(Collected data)
*****

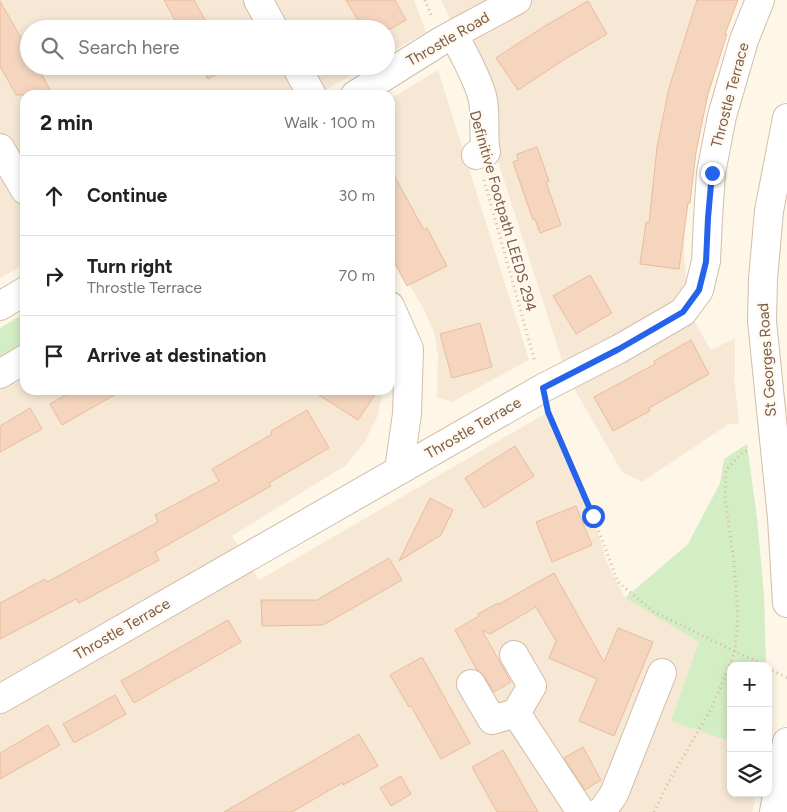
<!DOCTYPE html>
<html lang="en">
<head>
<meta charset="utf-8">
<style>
	:root { --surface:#fff; --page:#f6f6f6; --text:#222; --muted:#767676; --line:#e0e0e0 }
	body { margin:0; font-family:Figtree,sans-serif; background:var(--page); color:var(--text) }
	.controls { position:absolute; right:15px; bottom:15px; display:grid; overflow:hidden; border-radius:10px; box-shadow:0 2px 8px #0003 }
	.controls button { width:45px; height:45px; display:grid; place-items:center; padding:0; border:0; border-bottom:1px solid var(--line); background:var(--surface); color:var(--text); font:25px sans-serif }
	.stop { position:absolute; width:15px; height:15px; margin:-11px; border:4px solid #2563eb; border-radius:50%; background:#fff }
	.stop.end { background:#2563eb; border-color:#fff; box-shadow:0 1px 5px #0008 }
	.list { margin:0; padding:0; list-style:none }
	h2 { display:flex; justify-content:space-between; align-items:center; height:65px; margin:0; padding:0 20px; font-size:21px }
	h2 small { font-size:16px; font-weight:400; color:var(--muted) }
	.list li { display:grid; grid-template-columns:32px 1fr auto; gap:15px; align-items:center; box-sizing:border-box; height:80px; padding:0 20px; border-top:1px solid var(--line) }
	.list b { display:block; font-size:19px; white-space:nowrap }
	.list p { margin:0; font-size:16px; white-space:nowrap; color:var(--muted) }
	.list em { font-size:16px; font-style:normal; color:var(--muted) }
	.icon { flex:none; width:28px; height:28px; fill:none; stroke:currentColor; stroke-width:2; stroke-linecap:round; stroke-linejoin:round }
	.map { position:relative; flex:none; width:787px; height:812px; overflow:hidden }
	.search { position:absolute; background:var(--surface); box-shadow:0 2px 8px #0003; left:20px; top:20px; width:375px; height:55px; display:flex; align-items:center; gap:12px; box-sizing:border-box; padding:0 18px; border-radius:28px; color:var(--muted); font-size:19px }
	.panel { position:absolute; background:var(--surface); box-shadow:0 2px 8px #0003; left:20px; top:90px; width:375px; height:305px; border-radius:15px }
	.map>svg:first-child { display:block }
	.residential { fill:#f6e8d5 }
	.green { fill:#d3edc4 }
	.building { fill:#f5d5bd; stroke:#e9bc9c }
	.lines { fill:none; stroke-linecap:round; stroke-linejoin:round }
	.minor-casing { stroke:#d1beab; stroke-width:30 }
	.path { stroke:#dab99f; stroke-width:3; stroke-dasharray:1 4; stroke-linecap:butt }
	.minor { stroke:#fff; stroke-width:28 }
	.route { stroke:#2563eb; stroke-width:6 }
	.labels { text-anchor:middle; stroke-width:4.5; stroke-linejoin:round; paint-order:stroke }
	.street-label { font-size:15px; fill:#7a5c49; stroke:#fff9ef }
</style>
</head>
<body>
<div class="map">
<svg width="787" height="812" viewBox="0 0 787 812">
	<rect width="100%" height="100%" fill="#fef6e7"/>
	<!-- residential -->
	<g class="residential">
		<polygon points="0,0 414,0 426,32 386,55 386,29 29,29 29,66 366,66 317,95 25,95 25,264 0,278"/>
		<polygon points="441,0 736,0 702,105 686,188 684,255 690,314 711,350 735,338 735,372 734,377 739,424 729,424 642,482 622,472 567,376 457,34"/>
		<polygon points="438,70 529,360 452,402 437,397 438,355 434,332 423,308 390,251 390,99"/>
		<polygon points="25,375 25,390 383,390 378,415 364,443 346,465 232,536 259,580 548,412 593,516 607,563 625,598 700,642 671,721 731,742 731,793 756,793 752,812 0,812 0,390"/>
	</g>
	<!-- green -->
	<g class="green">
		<polygon points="25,313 25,350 0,364 0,328"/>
		<polygon points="747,444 757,518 764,595 766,666 731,666 731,742 671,721 699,642 625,598 688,544 720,483 724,459"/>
	</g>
	<!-- building -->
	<g class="building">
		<polygon points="164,0 194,0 210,29 180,29"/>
		<polygon points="346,0 395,0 406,20 390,29 363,29"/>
		<polygon points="697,0 738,0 725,34 727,34 708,94 703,118 696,152 690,203 688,203 679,269 640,264 646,222 649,223 657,147 669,88"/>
		<polygon points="0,1 29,52 29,66 37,66 53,95 16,95 0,66"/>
		<polygon points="588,1 607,34 565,59 518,90 496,58 543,27"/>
		<polygon points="201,66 230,66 208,79"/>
		<polygon points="537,147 549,181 546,182 561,225 540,233 535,219 533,220 513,162 518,160 517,154"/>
		<polygon points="390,168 424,230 427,228 447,266 407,286 390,254"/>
		<polygon points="590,275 612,313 576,334 553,296"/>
		<polygon points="480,323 492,367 452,378 440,334"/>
		<polygon points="691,340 709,374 649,408 650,411 613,431 594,397 655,364 654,361"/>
		<polygon points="74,390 123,390 62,425 50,404"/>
		<polygon points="311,390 378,390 358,420"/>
		<polygon points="30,408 42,429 0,452 0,426"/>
		<polygon points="307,410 329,448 269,483 271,486 155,552 159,560 79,603 76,599 0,639 0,603 45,579 47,582 158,522 155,515 219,481 212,469 272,434 271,431"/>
		<polygon points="515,446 534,476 484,508 465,478"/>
		<polygon points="430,498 453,510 441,535 399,561"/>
		<polygon points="576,506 592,545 552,562 536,522"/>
		<polygon points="389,558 402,580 323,625 262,626 261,600 317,600"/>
		<polygon points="554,573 604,662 618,628 653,642 614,736 579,721 597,679 549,658 556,641 536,607 490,634 482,630 511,682 494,692 484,676 477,670 455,630 479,616 478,614 498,603 499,604"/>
		<polygon points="228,620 241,642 134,703 121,681"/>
		<polygon points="422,657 470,743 441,759 411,706 409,707 390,675"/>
		<polygon points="115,695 126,714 74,743 63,724"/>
		<polygon points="48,725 60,745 0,779 0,753"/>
		<polygon points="359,734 378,766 343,785 342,783 292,812 224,812"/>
		<polygon points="583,747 601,780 585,790 564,758"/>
		<polygon points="503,750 512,766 538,812 497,812 472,767"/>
		<polygon points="401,776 411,794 391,806 380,788"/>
	</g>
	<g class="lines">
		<!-- minor casing -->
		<g class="minor-casing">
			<g id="minor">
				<polyline points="258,0 274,29"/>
				<path d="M454 35C463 53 477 77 482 96 487 114 482 134 486 152L476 155"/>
				<polyline points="296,66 312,95"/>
				<polyline points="355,95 441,41 517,0"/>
				<polyline points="787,118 769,211 763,279 762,321 782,518 787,603"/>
				<polyline points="0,148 25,190"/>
				<polyline points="0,306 25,291"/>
				<polyline points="390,306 409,349 407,414 399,470"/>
				<polyline points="0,374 25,359"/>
				<polyline points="471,684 492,720 516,713 532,686 514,655"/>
				<polyline points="0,699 543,388 619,349 683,312 699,290 706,261 708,218 711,173 722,116 744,40 760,0"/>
				<polyline points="516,713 581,812"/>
				<polyline points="600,812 603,810 614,794 662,673"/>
				<polyline points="774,812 787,742"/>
			</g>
		</g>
		<!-- path -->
		<g class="path">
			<polyline points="425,0 431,15"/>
			<polyline points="484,180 535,362"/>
			<polyline points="550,416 593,516 618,582 654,612 765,666"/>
			<polyline points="768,668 787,678"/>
			<polyline points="654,812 667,785 711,709 729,667 735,651 738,618 734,562 725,499 726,470 743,452 747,451"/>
		</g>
		<!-- minor -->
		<use href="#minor" class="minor"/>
	</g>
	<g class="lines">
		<!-- route -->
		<polyline class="route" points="593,516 548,412 543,388 619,349 683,312 699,290 706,262 708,218 712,173"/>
	</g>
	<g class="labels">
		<!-- street labels -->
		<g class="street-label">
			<text transform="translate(448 39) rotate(-30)" y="5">Throstle Road</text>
			<text transform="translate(730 95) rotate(-75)" y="5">Throstle Terrace</text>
			<text transform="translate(503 211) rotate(74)" y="5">Definitive Footpath LEEDS 294</text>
			<text transform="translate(767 360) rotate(-94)" y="5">St Georges Road</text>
			<text transform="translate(473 428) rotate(-30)" y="5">Throstle Terrace</text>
			<text transform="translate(122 629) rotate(-30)" y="5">Throstle Terrace</text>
		</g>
	</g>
</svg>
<div class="controls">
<button>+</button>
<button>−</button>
<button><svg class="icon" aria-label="layers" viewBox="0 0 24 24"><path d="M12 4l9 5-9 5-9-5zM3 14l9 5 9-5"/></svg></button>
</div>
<div class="stop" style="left:593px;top:516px"></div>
<div class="stop end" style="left:712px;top:173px"></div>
<div class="search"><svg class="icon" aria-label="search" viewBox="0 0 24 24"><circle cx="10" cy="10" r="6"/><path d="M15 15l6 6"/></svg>Search here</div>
<section class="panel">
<h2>2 min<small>Walk · 100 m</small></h2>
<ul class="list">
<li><svg class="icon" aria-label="ahead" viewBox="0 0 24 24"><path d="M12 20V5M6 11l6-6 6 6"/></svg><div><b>Continue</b></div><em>30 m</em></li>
<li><svg class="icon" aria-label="right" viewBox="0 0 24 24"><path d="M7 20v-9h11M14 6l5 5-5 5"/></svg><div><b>Turn right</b><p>Throstle Terrace</p></div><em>70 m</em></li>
<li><svg class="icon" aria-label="arrive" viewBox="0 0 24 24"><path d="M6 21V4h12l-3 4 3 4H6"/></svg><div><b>Arrive at destination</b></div></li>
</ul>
</section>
</div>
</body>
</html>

*****

> YOUR INSTRUCTIONS
Set down, exactly as they stand above, the lines starting with the line with "position:absolute; width:15px; height:15px;" and going on through the line with "flex:none; width:28px; height:28px;", and no others.

> SOLUTION TO THIS PROBLEM
	.stop { position:absolute; width:15px; height:15px; margin:-11px; border:4px solid #2563eb; border-radius:50%; background:#fff }
	.stop.end { background:#2563eb; border-color:#fff; box-shadow:0 1px 5px #0008 }
	.list { margin:0; padding:0; list-style:none }
	h2 { display:flex; justify-content:space-between; align-items:center; height:65px; margin:0; padding:0 20px; font-size:21px }
	h2 small { font-size:16px; font-weight:400; color:var(--muted) }
	.list li { display:grid; grid-template-columns:32px 1fr auto; gap:15px; align-items:center; box-sizing:border-box; height:80px; padding:0 20px; border-top:1px solid var(--line) }
	.list b { display:block; font-size:19px; white-space:nowrap }
	.list p { margin:0; font-size:16px; white-space:nowrap; color:var(--muted) }
	.list em { font-size:16px; font-style:normal; color:var(--muted) }
	.icon { flex:none; width:28px; height:28px; fill:none; stroke:currentColor; stroke-width:2; stroke-linecap:round; stroke-linejoin:round }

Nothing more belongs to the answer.